**Given records:**
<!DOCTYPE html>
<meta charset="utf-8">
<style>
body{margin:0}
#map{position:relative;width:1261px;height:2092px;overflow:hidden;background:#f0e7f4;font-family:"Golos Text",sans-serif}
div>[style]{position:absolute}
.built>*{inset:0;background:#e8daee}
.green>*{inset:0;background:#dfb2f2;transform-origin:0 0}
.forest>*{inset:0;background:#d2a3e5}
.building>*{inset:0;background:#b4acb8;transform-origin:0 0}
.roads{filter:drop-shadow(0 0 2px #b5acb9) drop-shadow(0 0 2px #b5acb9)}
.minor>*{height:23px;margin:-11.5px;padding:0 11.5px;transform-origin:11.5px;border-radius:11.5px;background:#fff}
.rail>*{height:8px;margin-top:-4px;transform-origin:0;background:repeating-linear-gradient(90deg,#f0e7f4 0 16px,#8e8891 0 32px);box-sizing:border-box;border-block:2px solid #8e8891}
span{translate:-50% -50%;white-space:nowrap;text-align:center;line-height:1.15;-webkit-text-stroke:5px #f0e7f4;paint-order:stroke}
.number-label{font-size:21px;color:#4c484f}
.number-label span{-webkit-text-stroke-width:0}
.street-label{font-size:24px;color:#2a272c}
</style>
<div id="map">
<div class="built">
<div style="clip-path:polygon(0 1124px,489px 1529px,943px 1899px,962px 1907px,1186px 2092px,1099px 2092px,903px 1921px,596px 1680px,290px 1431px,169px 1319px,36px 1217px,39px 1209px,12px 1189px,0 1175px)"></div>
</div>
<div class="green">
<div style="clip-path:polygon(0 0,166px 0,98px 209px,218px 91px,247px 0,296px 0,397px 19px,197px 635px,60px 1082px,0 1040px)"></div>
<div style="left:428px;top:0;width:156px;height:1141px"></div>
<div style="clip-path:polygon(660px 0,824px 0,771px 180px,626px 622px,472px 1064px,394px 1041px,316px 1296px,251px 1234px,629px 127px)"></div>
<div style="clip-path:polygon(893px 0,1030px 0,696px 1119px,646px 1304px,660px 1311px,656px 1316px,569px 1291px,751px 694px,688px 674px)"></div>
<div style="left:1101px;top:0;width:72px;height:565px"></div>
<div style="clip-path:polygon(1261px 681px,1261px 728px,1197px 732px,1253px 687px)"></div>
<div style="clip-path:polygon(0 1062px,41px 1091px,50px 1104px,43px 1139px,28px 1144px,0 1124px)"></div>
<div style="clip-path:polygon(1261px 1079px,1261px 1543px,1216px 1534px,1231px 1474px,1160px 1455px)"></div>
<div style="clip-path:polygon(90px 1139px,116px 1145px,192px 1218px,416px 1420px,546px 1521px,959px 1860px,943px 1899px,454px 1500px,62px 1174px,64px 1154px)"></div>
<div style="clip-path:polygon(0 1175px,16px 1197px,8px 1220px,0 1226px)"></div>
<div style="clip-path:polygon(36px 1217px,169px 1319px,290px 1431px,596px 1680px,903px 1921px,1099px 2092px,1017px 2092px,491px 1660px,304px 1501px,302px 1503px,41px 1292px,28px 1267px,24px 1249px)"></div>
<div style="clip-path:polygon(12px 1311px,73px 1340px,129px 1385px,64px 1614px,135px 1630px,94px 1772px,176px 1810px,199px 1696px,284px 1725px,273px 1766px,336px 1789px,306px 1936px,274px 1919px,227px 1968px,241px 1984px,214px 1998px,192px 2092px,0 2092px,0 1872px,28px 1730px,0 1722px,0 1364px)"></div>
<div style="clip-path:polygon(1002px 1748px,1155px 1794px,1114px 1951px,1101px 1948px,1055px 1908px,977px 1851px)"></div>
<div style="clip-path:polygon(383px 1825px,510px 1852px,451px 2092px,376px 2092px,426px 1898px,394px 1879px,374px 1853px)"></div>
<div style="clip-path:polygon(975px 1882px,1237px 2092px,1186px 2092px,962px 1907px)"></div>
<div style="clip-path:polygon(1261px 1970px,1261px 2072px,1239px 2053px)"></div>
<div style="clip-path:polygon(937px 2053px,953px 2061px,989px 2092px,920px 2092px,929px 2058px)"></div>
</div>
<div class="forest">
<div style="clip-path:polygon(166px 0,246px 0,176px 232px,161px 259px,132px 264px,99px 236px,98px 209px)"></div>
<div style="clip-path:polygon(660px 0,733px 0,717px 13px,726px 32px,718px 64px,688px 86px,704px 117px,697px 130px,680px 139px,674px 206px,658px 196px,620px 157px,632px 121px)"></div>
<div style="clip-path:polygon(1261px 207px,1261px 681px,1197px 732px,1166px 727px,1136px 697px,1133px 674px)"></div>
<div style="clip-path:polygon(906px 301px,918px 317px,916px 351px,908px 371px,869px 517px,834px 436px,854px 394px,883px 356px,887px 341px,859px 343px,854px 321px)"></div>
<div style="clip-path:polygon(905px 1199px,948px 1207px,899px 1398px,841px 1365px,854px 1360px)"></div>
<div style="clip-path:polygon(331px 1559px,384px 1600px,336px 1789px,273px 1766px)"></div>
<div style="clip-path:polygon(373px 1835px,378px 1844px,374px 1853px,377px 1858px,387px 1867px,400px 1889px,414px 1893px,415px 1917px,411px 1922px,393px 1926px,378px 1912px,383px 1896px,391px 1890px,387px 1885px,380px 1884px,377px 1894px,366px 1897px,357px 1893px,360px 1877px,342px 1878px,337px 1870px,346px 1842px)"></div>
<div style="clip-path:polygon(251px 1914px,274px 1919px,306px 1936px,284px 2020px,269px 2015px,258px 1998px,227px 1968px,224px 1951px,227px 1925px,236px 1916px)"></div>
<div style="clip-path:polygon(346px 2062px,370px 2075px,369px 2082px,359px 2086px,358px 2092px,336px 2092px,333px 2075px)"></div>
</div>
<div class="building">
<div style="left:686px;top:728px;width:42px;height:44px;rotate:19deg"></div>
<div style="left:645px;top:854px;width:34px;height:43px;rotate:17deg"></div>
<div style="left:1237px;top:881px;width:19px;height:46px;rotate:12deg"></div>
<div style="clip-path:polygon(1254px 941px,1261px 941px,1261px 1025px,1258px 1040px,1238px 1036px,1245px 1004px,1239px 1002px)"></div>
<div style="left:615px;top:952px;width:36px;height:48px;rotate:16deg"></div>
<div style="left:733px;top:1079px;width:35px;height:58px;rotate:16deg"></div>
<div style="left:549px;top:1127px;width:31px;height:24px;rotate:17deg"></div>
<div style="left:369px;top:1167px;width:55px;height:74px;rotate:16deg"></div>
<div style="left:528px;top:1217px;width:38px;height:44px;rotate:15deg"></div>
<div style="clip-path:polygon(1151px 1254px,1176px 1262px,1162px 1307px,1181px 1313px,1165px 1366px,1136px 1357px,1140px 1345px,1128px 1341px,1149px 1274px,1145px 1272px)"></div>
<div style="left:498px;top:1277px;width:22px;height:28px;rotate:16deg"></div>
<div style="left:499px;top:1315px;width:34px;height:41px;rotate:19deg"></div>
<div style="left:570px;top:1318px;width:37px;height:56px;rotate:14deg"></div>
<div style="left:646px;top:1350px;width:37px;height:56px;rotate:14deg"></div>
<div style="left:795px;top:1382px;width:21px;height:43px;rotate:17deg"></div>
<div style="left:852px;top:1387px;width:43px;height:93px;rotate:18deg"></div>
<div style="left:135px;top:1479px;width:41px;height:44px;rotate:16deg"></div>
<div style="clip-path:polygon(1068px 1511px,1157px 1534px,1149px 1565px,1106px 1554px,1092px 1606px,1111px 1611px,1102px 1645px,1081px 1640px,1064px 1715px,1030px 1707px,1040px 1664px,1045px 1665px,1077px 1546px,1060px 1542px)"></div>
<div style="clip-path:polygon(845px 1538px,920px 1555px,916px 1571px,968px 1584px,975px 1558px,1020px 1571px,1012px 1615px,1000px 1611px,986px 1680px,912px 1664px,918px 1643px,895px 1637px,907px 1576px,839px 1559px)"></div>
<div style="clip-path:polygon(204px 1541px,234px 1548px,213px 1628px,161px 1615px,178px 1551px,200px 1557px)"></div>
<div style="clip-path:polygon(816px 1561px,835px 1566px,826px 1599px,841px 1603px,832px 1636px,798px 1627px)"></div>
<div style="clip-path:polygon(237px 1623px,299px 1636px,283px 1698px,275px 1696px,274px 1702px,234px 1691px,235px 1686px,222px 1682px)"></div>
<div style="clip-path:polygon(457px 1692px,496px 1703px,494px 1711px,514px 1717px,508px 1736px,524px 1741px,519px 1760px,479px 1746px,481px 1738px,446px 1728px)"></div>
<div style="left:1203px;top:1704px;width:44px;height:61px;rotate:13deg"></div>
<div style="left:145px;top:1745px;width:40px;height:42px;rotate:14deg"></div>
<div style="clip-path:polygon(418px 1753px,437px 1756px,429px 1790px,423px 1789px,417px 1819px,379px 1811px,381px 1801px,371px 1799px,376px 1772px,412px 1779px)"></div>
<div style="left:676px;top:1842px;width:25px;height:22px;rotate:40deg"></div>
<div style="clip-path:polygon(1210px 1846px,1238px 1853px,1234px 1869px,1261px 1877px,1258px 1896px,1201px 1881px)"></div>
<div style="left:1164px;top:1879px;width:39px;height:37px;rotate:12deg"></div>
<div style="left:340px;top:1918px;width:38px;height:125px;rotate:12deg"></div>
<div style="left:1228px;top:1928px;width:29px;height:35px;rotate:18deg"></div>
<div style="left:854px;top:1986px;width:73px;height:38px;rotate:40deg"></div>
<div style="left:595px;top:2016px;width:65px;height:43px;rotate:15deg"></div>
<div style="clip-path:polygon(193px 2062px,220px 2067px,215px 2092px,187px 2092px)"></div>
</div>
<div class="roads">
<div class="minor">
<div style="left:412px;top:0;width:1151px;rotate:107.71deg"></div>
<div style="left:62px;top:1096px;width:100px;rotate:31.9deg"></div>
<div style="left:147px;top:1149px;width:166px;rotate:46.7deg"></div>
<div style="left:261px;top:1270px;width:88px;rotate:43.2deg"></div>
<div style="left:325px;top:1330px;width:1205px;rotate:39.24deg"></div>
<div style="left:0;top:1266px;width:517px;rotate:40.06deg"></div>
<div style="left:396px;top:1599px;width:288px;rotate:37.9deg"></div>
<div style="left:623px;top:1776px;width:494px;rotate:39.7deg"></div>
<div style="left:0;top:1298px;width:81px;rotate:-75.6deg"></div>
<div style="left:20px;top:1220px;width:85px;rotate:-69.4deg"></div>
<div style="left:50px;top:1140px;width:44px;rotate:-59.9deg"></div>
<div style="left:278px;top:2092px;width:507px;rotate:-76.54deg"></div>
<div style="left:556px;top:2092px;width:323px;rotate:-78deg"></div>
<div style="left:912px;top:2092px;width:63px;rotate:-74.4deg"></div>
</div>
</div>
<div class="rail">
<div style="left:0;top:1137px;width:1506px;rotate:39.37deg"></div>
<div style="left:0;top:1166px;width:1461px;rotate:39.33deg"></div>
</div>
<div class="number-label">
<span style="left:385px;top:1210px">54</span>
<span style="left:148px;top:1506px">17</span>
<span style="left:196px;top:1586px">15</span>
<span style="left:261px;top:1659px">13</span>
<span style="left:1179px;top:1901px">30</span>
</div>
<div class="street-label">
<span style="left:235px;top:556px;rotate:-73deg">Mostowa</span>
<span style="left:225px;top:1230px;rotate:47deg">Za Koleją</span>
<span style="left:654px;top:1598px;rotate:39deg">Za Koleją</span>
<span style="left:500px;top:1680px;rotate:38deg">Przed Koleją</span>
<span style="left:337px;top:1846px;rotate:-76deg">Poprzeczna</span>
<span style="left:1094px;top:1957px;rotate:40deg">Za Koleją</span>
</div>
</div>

---

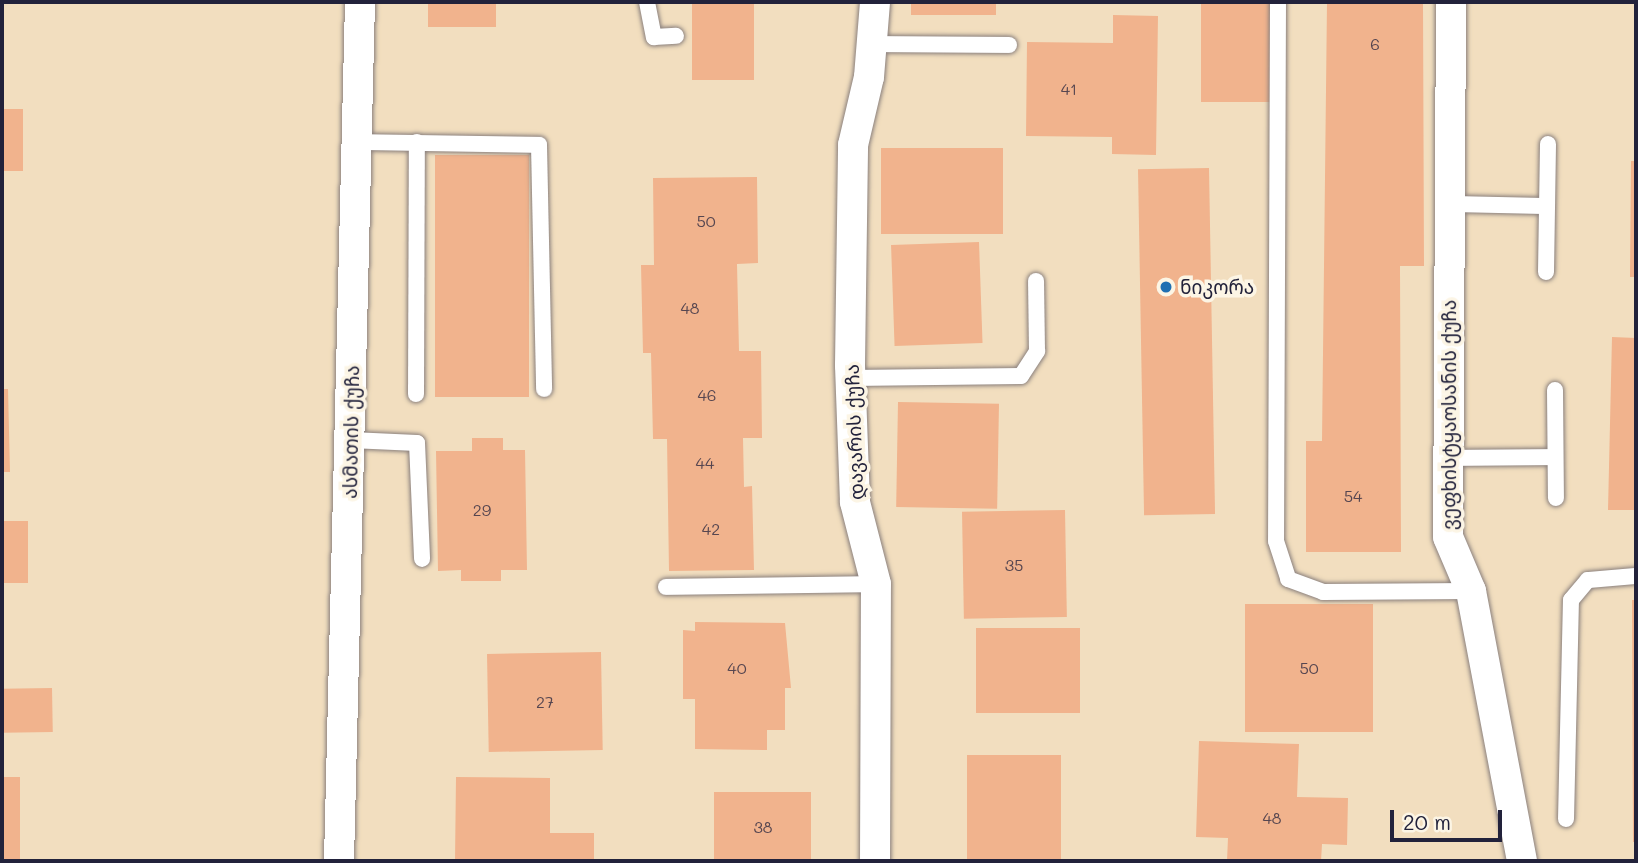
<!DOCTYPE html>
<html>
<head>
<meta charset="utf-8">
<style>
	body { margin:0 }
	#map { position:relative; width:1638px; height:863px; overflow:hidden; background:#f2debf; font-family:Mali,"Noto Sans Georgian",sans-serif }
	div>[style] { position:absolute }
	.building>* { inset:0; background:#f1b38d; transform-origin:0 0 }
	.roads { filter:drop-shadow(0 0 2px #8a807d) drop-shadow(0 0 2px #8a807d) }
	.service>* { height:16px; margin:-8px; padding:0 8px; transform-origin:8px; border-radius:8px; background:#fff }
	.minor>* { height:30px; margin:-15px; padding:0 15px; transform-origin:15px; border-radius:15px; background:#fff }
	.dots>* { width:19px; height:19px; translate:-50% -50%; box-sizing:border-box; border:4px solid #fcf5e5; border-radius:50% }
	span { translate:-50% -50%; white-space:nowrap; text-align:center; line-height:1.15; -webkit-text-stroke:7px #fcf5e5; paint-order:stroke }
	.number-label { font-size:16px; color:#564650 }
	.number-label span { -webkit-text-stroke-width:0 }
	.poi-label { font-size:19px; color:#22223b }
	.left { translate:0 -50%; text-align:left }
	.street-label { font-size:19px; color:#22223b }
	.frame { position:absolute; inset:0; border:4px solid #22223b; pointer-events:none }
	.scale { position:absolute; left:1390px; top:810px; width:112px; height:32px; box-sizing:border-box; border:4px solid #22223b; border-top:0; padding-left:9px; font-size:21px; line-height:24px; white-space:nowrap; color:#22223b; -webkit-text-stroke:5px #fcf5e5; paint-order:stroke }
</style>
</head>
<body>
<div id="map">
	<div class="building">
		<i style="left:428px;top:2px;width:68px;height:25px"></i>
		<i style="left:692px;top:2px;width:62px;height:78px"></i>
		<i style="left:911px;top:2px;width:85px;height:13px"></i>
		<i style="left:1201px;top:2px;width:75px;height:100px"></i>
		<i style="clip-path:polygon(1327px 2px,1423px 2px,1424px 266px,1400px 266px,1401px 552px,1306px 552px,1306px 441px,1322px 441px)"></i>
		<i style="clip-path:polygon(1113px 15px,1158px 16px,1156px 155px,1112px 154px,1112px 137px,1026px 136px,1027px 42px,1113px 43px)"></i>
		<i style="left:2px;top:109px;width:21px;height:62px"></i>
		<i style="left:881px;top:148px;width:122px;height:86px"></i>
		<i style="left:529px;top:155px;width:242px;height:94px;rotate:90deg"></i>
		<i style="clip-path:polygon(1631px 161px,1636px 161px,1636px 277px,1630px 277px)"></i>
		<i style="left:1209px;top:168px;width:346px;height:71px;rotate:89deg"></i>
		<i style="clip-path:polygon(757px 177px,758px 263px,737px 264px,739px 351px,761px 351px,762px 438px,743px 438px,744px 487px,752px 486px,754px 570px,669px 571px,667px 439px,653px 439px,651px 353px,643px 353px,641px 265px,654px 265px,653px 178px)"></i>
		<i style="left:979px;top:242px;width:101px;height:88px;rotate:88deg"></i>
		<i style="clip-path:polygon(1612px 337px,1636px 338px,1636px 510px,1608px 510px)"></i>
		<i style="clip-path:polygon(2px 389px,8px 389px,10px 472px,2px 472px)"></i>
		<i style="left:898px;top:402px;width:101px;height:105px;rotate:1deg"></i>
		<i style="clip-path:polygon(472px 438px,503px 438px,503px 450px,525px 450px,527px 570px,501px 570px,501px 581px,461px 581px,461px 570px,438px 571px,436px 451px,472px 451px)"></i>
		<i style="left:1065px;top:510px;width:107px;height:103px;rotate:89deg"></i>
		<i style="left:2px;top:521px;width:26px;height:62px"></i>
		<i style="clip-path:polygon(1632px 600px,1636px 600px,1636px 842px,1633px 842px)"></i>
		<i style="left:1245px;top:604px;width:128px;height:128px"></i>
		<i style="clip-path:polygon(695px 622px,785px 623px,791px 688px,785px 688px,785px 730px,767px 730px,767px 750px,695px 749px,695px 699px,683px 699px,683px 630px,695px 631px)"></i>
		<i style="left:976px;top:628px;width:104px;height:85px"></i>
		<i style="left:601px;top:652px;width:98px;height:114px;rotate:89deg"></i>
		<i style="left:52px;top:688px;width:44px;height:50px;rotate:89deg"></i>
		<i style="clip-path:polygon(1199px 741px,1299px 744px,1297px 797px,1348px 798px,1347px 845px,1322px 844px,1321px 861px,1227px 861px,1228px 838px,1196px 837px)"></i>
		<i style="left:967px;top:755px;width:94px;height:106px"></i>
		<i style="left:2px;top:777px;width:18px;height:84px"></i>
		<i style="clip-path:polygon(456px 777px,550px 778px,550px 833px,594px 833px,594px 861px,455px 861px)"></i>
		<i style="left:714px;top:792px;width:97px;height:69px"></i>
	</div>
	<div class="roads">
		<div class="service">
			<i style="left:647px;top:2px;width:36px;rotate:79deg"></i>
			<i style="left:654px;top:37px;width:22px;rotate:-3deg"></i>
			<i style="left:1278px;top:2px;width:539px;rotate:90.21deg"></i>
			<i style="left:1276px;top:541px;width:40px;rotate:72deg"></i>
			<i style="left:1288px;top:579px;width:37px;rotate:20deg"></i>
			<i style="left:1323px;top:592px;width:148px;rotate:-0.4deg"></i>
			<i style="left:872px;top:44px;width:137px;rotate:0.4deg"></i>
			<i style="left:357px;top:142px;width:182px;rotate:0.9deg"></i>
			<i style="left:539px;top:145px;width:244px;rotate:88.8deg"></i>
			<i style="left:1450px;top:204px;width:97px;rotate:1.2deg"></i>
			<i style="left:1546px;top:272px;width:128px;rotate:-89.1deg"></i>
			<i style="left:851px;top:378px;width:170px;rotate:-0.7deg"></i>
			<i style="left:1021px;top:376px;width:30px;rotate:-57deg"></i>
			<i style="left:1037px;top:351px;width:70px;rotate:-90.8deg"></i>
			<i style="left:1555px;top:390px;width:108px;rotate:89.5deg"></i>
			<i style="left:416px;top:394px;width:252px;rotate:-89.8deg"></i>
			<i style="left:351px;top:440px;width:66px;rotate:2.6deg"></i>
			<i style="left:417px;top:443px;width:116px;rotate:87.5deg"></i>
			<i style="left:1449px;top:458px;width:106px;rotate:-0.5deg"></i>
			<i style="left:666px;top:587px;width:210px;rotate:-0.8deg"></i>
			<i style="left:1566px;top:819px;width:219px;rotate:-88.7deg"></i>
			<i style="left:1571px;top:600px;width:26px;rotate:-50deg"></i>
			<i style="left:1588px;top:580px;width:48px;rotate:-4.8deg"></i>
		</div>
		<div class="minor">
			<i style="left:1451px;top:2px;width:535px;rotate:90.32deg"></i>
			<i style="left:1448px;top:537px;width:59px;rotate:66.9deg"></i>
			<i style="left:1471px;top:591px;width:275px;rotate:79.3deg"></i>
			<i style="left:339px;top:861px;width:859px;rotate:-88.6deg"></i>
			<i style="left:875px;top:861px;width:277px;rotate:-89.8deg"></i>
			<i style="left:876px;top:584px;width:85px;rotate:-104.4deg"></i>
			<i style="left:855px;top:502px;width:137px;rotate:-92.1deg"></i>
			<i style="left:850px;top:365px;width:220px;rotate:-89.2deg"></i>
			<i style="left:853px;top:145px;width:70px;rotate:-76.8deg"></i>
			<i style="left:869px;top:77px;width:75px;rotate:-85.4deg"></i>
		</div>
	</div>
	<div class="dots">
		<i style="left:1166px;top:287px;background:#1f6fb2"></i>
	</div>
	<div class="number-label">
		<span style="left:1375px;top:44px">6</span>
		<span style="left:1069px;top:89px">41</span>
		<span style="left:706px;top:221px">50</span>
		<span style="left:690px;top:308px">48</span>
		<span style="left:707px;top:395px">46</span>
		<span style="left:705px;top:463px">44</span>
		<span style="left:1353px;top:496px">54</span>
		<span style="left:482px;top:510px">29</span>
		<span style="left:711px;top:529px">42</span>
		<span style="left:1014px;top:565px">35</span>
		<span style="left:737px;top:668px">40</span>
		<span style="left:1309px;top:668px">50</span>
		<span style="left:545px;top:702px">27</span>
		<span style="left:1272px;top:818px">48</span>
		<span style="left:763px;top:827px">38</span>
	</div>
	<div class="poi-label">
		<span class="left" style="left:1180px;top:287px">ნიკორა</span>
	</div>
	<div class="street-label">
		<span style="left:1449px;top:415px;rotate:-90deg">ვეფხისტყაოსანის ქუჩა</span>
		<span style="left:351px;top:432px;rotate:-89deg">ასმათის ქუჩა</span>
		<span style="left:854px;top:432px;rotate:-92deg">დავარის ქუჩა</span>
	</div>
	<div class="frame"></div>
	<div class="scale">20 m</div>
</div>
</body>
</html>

**Work to be completed:** From the entries above, collect every line with the string "serif" in it.

**Task result:**
#map{position:relative;width:1261px;height:2092px;overflow:hidden;background:#f0e7f4;font-family:"Golos Text",sans-serif}
	#map { position:relative; width:1638px; height:863px; overflow:hidden; background:#f2debf; font-family:Mali,"Noto Sans Georgian",sans-serif }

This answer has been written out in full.